The marking is a system for schools, not for the college; for boys, not for
men; and it is an ungracious work to put on a professor."_ \-- Ralph Waldo
Emerson

------
geebee
I think this is the class that inspired the infamous "Java is the SUV of
programming languages" entry that got slashdotted a few years ago. Phil said
that the students who picked J2EE all had to drop the class - the workload was
too great for them to keep up.

At first, I was surprised to hear that MIT students were having trouble
completing a program in Java, until I saw what was required and the time
they'd have to complete it. I wasn't sure if I could do it in the time
alloted, even without carrying a full courseload, and I knew java reasonably
well at the time.

This post, along with Paul Graham's comments about Lisp, really changed the
way I think about programming.

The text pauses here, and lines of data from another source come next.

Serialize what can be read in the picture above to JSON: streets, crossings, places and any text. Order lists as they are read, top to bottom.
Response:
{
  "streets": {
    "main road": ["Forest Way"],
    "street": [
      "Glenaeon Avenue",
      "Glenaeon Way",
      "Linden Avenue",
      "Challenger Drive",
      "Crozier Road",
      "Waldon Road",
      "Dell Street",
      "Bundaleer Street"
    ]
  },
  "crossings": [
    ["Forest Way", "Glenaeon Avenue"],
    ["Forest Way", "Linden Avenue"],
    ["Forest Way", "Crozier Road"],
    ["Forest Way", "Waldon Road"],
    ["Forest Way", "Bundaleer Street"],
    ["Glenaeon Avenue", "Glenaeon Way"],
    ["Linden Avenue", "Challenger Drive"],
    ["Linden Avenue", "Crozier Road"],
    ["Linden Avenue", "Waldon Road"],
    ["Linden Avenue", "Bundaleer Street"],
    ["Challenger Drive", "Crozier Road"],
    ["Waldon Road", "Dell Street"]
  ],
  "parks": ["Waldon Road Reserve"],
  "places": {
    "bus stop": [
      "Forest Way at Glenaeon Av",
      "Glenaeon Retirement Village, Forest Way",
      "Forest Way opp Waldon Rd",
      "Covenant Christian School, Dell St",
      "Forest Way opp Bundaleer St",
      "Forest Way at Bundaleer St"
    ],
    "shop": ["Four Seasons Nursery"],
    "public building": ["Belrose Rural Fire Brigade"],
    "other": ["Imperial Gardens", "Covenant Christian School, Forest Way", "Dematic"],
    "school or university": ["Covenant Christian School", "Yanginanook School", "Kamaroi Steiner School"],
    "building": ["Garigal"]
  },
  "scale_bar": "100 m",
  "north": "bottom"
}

Kind of like the JFK statement about seeing
things as they never were, and asking yourself "why not?"

Why the hell should it take so long to go from an idea to an implementation. I
was just accepting the achingly boring typing that Java had inflicted on my
life as part of the cost of writing a program. Time to realize that I can't
implement a chat server in half a day, and ask myself "why not?"

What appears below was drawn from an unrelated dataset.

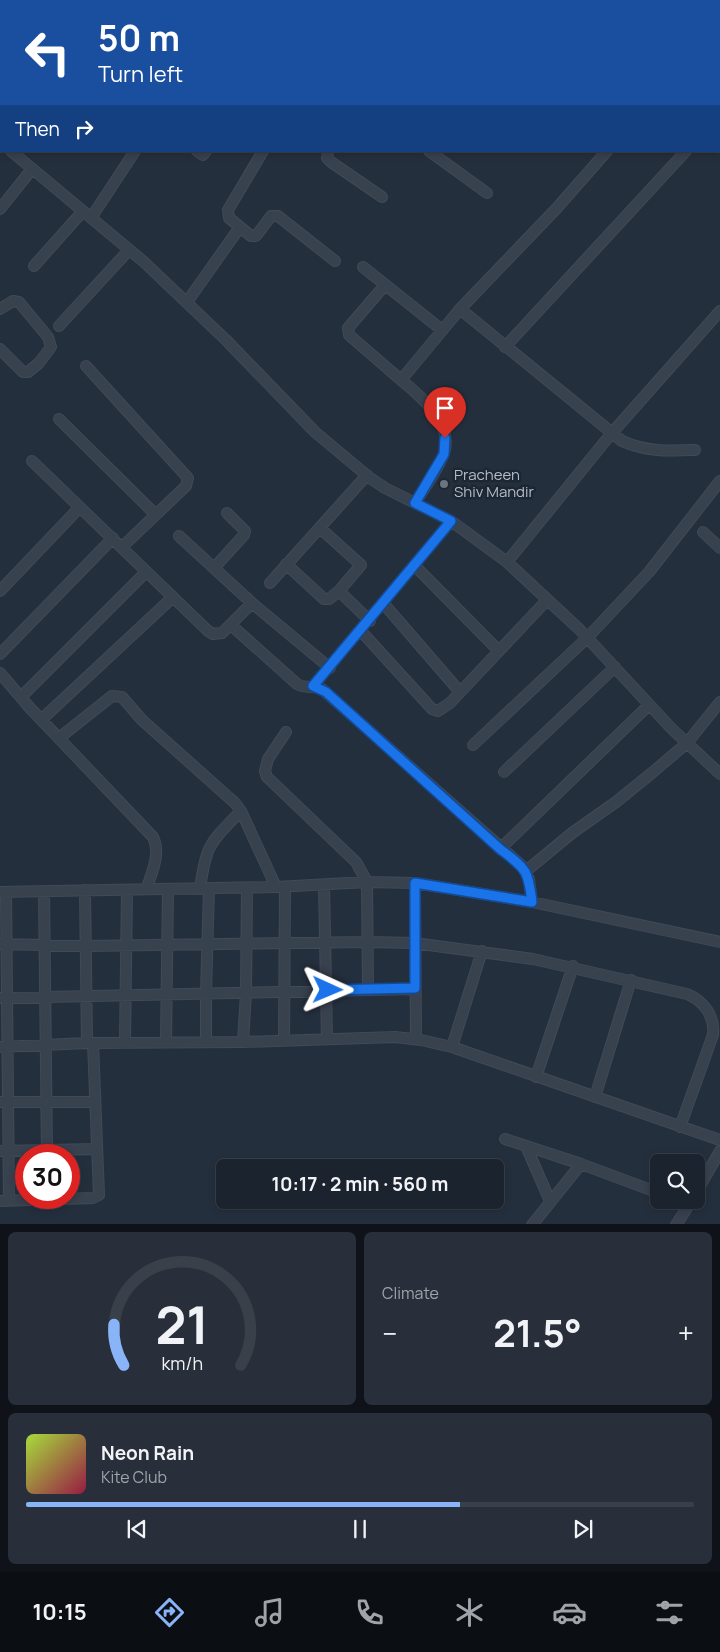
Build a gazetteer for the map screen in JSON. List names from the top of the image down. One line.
{"places":["Pracheen Shiv Mandir"],"page":{"turn":["50 m","Turn left"],"then":"Then","limit":"30","trip":"10:17 · 2 min · 560 m","tile":"Climate","heat":["−","21.5°","+"],"song":["Neon Rain","Kite Club"],"tabs":"10:15","gauge":["21","km/h"]}}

Anyway, I think that even the students who have to drop this course learn a
valuable lesson, as long as they struggle with it for a while.

------
aston
Reads okay until you realize it's an advertisement for Greenspun's class. His
proof of how well it works is that most people who take it like it (not
surprising, given its reputation as too much work unless you know you like it)
and that most people who take it work at Microsoft and Google (he fails to
note just how many MIT grads do the same thing without his course).

There was enough blatant self-interest here that I couldn't make it through to
the end.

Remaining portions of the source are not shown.